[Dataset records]

* * * * *

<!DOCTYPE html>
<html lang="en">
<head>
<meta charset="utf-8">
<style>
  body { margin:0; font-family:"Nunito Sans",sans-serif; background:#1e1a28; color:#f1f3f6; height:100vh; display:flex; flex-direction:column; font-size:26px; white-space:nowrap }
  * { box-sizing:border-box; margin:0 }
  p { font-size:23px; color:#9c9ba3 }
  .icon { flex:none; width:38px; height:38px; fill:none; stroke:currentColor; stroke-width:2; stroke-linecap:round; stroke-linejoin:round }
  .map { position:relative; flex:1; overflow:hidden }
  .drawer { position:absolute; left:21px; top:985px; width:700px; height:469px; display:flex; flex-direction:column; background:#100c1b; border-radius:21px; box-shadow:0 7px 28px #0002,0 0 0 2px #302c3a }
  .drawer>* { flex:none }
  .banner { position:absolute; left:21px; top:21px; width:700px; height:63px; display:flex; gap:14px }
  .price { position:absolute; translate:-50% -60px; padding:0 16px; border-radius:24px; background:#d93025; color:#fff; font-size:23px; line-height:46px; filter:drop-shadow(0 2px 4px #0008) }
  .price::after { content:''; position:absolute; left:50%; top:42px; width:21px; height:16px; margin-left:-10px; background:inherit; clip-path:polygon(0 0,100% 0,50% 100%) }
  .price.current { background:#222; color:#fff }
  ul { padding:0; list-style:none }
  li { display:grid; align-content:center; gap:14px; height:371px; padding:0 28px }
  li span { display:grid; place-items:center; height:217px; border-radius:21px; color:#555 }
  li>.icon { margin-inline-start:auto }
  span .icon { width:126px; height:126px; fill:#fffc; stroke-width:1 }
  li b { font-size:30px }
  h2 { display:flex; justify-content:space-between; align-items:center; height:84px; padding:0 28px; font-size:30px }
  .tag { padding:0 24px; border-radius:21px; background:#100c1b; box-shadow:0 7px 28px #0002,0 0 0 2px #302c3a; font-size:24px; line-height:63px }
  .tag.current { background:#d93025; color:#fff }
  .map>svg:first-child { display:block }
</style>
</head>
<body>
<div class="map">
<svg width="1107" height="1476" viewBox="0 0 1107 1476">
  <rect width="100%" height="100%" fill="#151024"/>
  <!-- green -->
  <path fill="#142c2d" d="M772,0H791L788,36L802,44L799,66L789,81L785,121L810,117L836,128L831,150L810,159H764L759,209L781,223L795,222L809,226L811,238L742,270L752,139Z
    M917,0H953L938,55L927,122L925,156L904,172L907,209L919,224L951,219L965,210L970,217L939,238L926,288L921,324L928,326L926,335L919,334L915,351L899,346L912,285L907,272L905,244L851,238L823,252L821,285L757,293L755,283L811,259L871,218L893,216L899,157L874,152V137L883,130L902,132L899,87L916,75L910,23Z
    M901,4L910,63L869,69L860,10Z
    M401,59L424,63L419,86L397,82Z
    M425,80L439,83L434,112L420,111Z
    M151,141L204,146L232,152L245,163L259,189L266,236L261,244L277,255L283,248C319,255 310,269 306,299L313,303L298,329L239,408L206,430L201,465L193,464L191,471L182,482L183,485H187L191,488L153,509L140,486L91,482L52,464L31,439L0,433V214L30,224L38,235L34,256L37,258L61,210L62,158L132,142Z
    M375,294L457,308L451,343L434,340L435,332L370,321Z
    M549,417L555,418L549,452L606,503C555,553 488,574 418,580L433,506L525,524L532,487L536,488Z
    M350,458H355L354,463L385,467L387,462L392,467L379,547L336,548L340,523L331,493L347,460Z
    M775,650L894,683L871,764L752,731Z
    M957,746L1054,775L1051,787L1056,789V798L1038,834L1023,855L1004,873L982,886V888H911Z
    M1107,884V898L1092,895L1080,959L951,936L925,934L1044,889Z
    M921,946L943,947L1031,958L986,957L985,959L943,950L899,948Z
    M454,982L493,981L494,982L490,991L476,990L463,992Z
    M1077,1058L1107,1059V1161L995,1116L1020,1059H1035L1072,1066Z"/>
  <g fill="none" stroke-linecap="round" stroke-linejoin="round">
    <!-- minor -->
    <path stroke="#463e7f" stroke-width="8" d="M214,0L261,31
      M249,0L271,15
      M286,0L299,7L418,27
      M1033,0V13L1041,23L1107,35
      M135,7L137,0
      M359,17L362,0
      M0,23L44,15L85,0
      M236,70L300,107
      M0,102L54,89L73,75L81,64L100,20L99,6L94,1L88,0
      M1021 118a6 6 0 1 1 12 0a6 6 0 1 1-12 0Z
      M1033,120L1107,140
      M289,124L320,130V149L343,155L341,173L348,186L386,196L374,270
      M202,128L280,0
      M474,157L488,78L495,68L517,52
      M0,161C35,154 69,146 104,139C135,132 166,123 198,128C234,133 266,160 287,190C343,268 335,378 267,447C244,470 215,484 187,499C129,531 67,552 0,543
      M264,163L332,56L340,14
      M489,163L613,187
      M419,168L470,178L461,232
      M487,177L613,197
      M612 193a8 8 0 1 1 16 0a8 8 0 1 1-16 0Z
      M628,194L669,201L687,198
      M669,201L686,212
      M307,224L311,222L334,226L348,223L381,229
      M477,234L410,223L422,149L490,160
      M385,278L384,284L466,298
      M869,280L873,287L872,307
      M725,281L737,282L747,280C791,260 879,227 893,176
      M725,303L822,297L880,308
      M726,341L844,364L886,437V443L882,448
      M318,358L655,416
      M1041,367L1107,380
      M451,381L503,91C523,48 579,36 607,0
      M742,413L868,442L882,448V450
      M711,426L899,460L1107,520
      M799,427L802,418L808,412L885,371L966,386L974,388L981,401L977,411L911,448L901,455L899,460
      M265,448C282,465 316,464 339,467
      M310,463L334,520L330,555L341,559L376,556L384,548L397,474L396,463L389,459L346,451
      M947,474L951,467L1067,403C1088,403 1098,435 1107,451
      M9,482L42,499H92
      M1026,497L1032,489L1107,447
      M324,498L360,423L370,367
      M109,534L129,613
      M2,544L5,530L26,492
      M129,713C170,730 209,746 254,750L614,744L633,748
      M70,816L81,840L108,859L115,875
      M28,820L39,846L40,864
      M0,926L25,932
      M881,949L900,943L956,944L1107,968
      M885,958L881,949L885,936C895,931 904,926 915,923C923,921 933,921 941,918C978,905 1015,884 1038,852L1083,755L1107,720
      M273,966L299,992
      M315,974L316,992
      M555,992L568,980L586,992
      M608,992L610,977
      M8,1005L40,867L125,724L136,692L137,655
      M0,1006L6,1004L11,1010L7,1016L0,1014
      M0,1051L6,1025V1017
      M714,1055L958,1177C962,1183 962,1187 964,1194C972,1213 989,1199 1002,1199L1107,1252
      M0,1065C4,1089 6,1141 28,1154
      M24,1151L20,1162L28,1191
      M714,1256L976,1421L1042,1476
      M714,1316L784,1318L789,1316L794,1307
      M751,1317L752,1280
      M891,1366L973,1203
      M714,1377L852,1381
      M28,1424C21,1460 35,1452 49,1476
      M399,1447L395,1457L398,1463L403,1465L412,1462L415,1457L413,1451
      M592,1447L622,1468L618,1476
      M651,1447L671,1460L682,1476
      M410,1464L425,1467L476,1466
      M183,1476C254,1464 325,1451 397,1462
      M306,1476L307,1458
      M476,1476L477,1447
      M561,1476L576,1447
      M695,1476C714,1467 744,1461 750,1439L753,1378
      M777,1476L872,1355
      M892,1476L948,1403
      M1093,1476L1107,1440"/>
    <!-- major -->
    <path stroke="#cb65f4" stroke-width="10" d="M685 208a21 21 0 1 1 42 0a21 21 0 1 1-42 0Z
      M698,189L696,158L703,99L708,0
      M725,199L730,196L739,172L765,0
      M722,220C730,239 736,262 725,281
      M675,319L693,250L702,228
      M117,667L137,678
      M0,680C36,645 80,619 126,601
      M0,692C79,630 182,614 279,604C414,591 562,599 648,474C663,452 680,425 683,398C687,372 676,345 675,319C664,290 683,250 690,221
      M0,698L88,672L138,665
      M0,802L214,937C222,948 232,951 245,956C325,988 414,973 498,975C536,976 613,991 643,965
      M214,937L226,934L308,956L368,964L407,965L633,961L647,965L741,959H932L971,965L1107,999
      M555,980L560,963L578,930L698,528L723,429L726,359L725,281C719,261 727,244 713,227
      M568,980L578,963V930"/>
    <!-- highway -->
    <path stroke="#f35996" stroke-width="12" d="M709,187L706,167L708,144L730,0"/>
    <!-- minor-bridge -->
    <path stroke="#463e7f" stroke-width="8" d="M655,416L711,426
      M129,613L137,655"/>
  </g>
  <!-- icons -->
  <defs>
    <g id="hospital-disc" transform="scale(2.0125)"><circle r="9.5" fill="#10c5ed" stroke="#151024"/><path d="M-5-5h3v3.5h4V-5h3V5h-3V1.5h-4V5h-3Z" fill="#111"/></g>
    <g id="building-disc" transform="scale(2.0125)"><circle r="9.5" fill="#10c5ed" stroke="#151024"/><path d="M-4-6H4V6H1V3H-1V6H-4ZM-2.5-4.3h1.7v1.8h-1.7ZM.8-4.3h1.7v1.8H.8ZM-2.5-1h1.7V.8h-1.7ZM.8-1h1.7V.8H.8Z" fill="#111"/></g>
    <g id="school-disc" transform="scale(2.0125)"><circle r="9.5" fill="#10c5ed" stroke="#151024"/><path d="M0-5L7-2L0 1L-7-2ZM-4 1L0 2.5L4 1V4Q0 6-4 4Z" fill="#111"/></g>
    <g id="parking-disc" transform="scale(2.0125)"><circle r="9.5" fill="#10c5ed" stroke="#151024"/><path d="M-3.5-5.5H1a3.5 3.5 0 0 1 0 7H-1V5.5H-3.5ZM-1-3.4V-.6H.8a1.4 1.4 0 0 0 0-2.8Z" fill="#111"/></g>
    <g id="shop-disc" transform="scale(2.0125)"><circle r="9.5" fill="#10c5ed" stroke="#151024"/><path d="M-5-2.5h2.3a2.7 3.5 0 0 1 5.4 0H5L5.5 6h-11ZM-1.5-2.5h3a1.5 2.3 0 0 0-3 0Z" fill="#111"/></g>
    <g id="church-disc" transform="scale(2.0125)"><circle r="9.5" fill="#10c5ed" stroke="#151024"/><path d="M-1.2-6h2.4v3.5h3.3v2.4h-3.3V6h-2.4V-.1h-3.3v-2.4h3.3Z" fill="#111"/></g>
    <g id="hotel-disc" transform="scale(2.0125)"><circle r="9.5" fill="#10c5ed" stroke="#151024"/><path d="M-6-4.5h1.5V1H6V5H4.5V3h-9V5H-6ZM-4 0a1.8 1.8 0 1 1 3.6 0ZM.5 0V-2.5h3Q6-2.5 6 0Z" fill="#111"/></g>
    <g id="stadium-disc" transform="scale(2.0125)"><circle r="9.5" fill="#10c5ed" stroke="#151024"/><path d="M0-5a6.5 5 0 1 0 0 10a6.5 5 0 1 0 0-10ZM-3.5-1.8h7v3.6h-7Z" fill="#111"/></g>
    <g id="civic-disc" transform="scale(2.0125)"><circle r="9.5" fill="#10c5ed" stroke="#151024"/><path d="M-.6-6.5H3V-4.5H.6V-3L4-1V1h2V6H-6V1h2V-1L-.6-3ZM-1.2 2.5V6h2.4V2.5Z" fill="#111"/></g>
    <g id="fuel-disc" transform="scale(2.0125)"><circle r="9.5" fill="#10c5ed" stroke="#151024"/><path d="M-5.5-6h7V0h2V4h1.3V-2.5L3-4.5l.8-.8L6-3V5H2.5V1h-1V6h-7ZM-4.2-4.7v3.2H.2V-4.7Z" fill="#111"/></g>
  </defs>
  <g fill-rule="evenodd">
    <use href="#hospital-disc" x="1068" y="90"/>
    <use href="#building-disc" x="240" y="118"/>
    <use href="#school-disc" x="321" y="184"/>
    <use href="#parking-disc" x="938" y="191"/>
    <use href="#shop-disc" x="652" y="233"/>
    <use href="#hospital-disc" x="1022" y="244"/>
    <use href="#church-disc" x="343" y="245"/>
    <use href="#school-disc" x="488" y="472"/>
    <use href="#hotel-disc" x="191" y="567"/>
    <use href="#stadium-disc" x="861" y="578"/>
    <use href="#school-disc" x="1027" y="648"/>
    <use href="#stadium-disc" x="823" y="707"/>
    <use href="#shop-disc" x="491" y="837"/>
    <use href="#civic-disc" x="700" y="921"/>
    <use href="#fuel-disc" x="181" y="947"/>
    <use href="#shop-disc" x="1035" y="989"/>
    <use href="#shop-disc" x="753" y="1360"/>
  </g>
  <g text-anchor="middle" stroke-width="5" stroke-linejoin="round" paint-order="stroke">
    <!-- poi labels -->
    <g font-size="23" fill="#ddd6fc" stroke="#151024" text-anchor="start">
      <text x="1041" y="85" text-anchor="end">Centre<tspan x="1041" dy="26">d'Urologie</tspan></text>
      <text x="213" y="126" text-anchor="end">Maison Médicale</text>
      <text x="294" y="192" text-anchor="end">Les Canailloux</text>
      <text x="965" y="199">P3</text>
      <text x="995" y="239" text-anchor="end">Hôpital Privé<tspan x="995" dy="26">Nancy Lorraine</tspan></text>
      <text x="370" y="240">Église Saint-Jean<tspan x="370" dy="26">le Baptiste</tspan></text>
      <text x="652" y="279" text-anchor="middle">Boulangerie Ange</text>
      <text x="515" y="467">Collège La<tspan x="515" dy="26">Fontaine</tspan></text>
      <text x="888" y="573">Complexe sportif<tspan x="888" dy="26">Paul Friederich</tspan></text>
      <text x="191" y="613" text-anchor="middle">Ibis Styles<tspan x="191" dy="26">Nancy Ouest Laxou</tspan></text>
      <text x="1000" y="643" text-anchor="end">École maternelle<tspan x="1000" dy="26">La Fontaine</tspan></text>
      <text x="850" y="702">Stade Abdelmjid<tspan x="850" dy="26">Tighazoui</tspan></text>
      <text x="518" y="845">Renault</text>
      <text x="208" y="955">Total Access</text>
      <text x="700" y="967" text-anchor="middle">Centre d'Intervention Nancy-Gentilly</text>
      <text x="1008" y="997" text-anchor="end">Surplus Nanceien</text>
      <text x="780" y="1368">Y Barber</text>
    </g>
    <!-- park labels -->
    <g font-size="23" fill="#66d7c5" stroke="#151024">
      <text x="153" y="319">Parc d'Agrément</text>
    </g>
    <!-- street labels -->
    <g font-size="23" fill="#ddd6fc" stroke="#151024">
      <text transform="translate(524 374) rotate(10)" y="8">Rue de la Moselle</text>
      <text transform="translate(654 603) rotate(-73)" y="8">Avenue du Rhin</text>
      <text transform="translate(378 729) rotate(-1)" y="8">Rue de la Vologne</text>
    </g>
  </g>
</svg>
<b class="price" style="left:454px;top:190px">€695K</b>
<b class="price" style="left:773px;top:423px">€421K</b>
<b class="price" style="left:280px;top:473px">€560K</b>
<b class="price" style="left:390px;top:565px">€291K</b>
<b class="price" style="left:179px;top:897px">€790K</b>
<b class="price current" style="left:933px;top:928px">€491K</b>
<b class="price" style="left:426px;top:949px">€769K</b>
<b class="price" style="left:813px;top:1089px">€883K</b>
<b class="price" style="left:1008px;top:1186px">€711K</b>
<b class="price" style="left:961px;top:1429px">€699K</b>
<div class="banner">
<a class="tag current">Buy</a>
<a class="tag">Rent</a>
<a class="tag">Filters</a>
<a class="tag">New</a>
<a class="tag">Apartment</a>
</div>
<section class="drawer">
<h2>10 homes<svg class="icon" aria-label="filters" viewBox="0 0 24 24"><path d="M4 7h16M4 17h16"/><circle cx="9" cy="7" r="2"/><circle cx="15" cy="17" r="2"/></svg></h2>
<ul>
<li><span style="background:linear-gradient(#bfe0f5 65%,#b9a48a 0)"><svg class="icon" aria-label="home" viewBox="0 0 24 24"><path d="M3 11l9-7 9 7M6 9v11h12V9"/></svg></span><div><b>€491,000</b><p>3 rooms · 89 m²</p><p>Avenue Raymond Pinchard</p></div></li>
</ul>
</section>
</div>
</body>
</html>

* * * * *

In how many lines of the records does the string "translate" occur? Answer with the number alone.

* [Exercise response]: 4